Understanding the JVM JIT and helping it along

I must apologize to my readers. I have been remiss in my blogging duties. I will be posting updates on the various events of the past month or so along with updates on JRuby progress and future events very soon. But for now, a technical divergence after a night of hacking.

--

I finally understand what we should be going for in our compiled code, and how we can really kick JRuby into the next level of performance.

The JVM, at least in HotSpot, gets a lot of its performance from its ability to inline code at runtime, and ultimately compile a method plus its inlined calls as a whole down to machine code. The benefit in doing this is the ability to do compiler optimizations across a much larger call path, essentially compiling all the logic for a method and its calls (and possibly their calls, ad infinatum) into a single optimized segment of machine code.

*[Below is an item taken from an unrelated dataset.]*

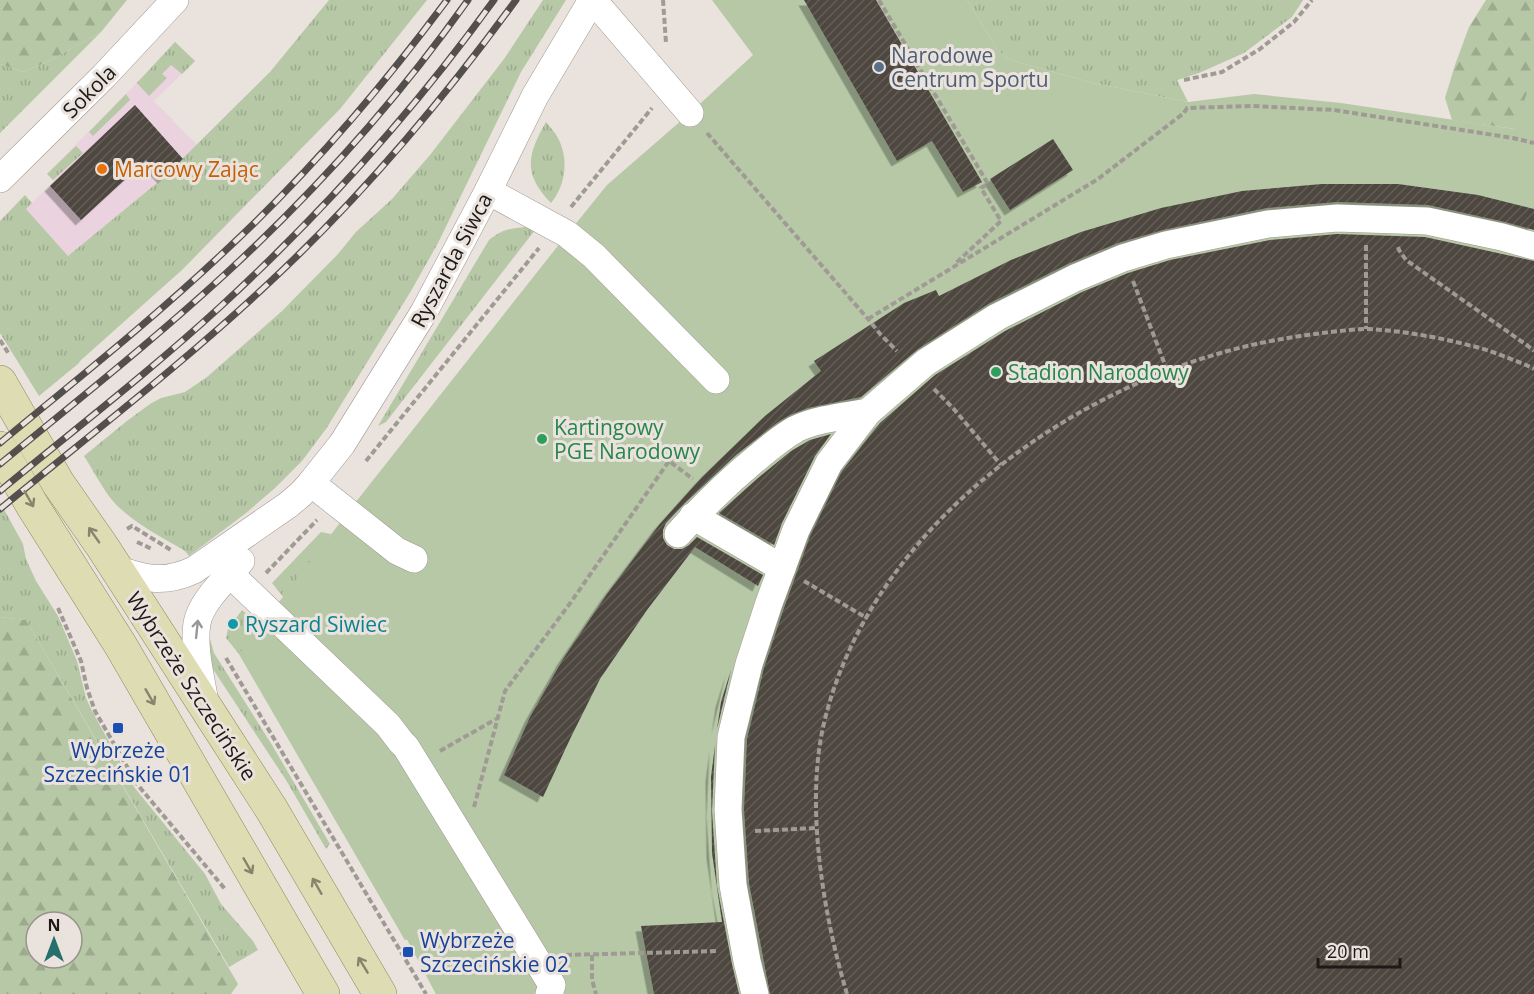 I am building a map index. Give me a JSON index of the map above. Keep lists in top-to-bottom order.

HotSpot is able to do this in a two main ways:
  1. If it's obvious there's only ever one implementation of a given signature on a given type hierarchy
  2. If it can determine at runtime that one (or a few) implementations are the only ones ever being called
The first one allows code to be optimized fairly quickly, because HotSpot can discover early on that there's only one implementation. In general, if there's a single implementation of a given signature, it will get inlined pretty quickly.

The second one is trickier. HotSpot tracks the actual types being called against for the various calls, and eventually can come up with a best guess at the method or methods to inline. It also can include a slow path for the rare future cases where the receiver does not match the target types, and it can deoptimize later to back down optimizations when situations change, such as when a new class is loaded into the system.

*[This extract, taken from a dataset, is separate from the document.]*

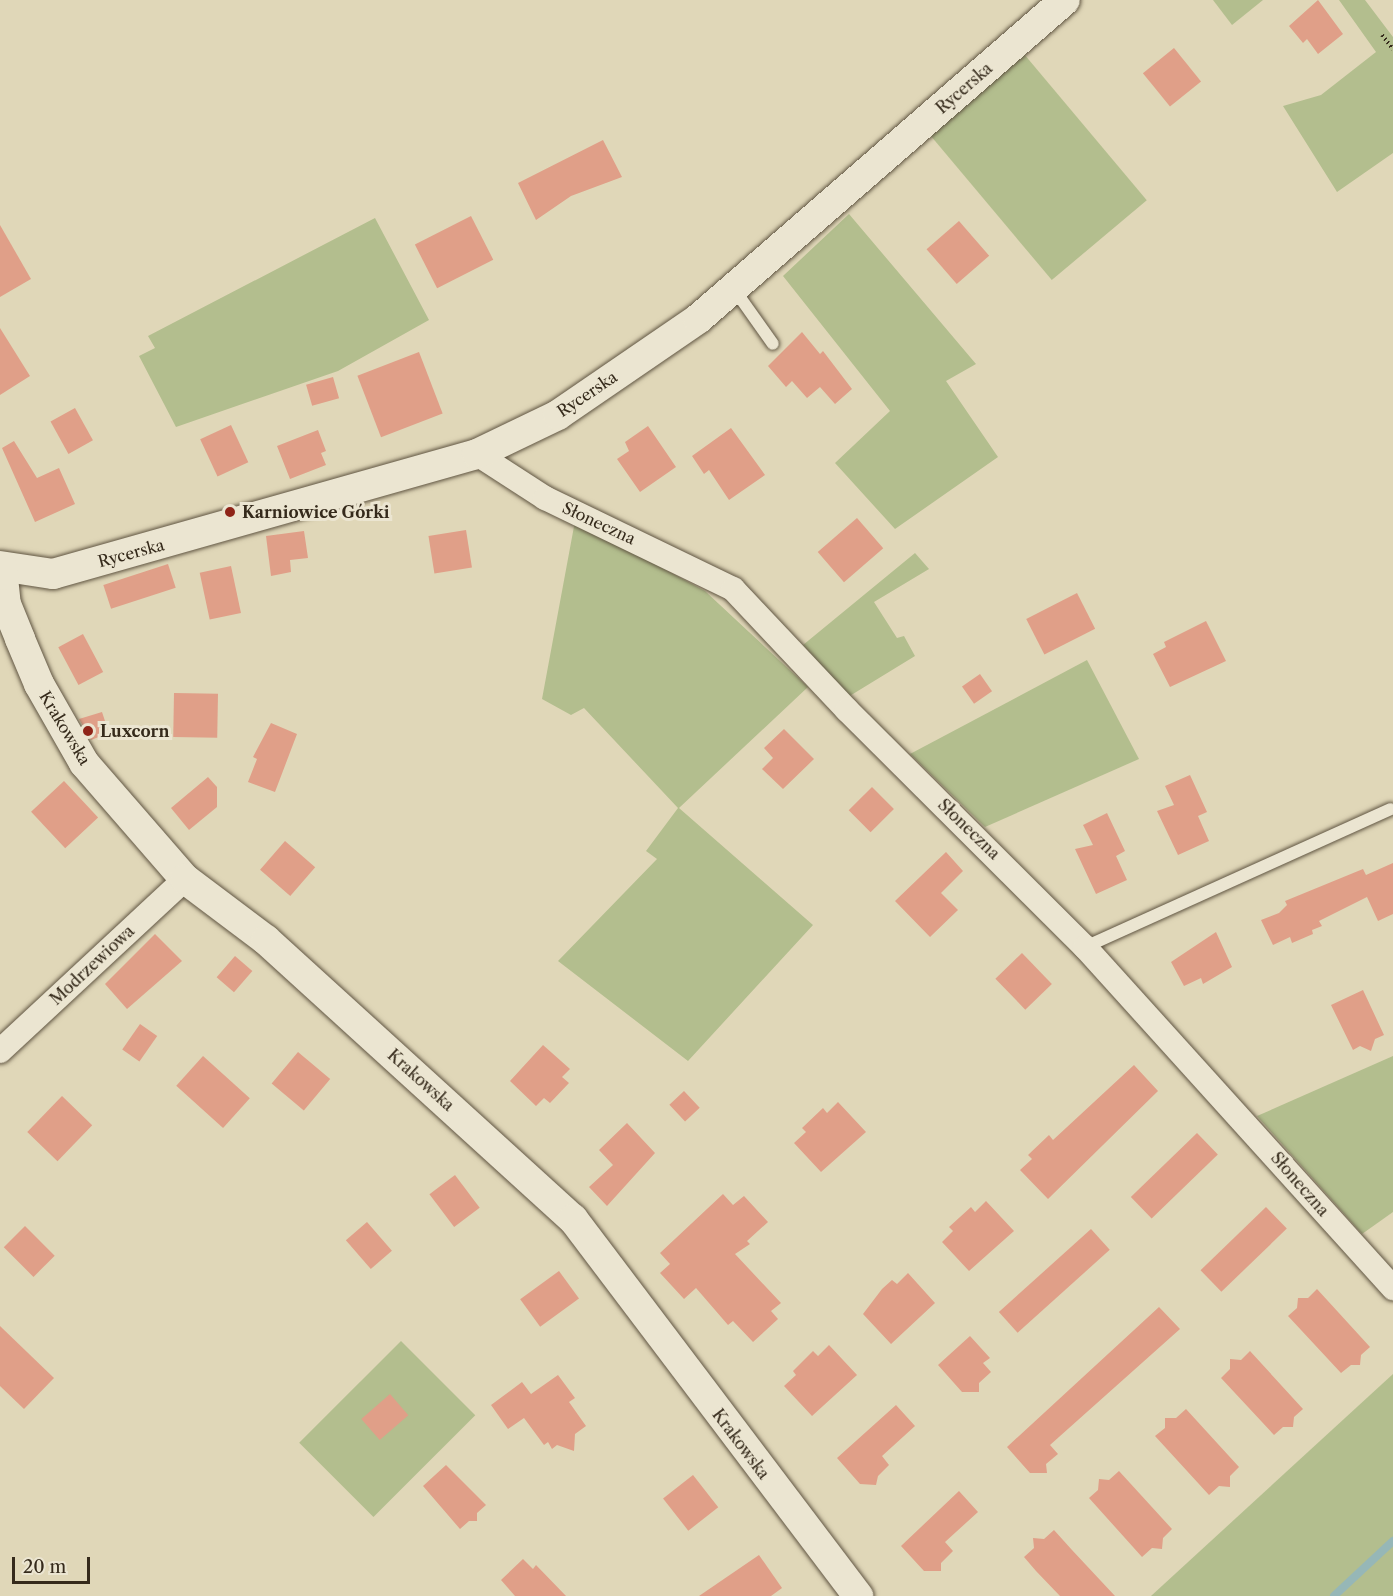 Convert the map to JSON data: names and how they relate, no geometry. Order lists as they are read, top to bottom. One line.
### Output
{"streets":{"street":["Rycerska","Słoneczna","Krakowska","Modrzewiowa"]},"crossings":[["Rycerska","Słoneczna"],["Rycerska","Krakowska"],["Krakowska","Modrzewiowa"]],"places":["Karniowice Górki","Luxcorn"],"scale_bar":"20 m"}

So in the end, inlining is one of the most powerful optimizations. Unfortunately in JRuby (and most other dynamic language implementations on the JVM), we're making inlining difficult or impossible in the most performance-sensitive areas. I believe this is a large part of our performance woes.

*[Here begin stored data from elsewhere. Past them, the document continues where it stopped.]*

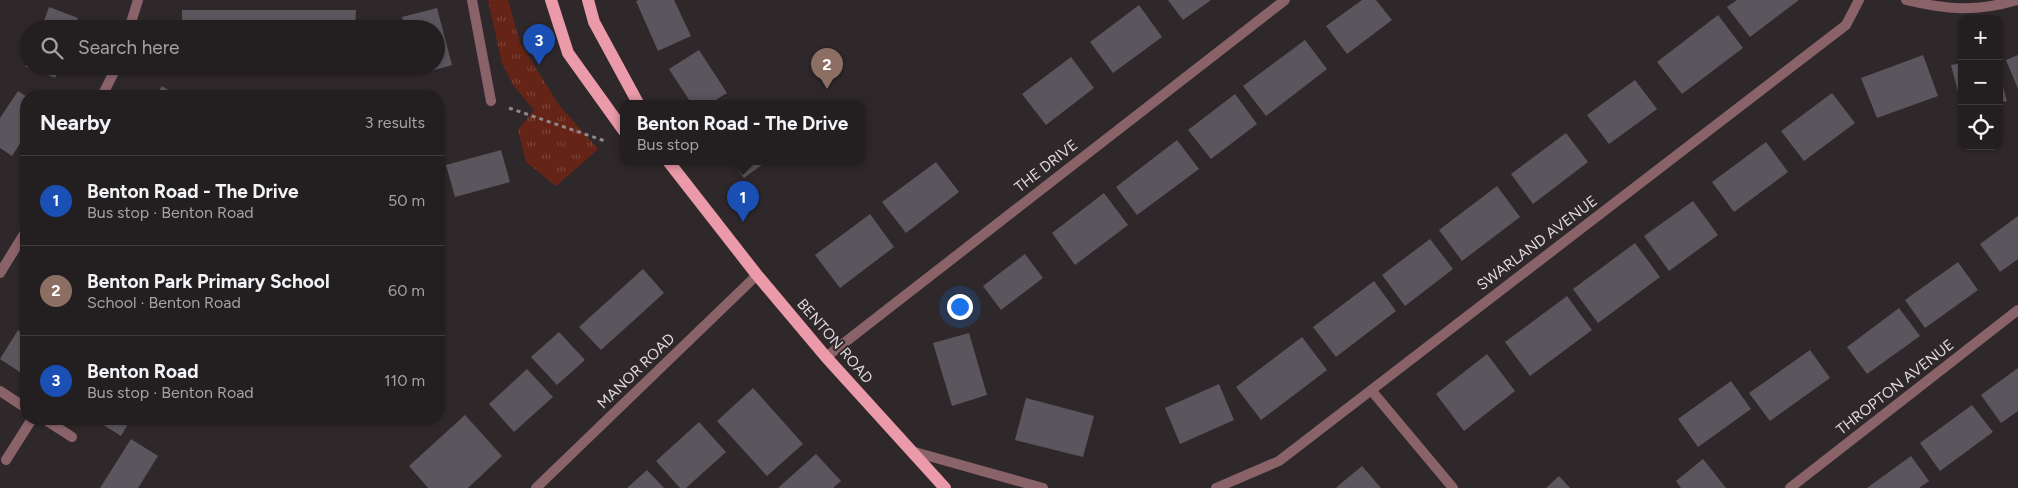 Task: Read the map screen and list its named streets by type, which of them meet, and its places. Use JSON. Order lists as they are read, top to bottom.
{
  "streets": {
    "main road": ["BENTON ROAD"],
    "street": [
      "THE DRIVE",
      "SWARLAND AVENUE",
      "MANOR ROAD",
      "THROPTON AVENUE"
    ]
  },
  "crossings": [
    ["THE DRIVE", "BENTON ROAD"],
    ["BENTON ROAD", "MANOR ROAD"]
  ],
  "page": {
    "map_buttons": ["+", "−"],
    "search": "Search here",
    "pins": ["3", "2", "1"],
    "heading": ["Nearby", "3 results"],
    "popup": ["Benton Road - The Drive", "Bus stop"],
    "list": [
      {
        "mark": "1",
        "name": "Benton Road - The Drive",
        "note": "Bus stop · Benton Road",
        "value": "50 m"
      },
      {
        "mark": "2",
        "name": "Benton Park Primary School",
        "note": "School · Benton Road",
        "value": "60 m"
      },
      {
        "mark": "3",
        "name": "Benton Road",
        "note": "Bus stop · Benton Road",
        "value": "110 m"
      }
    ]
  }
}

Consider that all method calls against any object must pass through an implementation of IRubyObject.callMethod. There's not too many callMethod implementations, and actually now there's only one implementation of each specific signature. So callMethod gets inlined pretty fast.

Consider also that almost all method calls within callMethod are to very specific methods and will also be inlined quickly. So callMethod is looking pretty good so far.

Now we look at the last step in callMethod...DynamicMethod.call. DynamicMethod is the top-level type for all our method objects in the system. The call method has numerous implementations, all of them different. And no one implementation stands out as the most frequently called. So we're already complicating matters for HotSpot, even though we know (based on the incoming method name) exactly the piece of code we *want* to call.

Let's continue on, assuming HotSpot is smart enough to work around our half-dozen or so DynamicMethod.call implementations.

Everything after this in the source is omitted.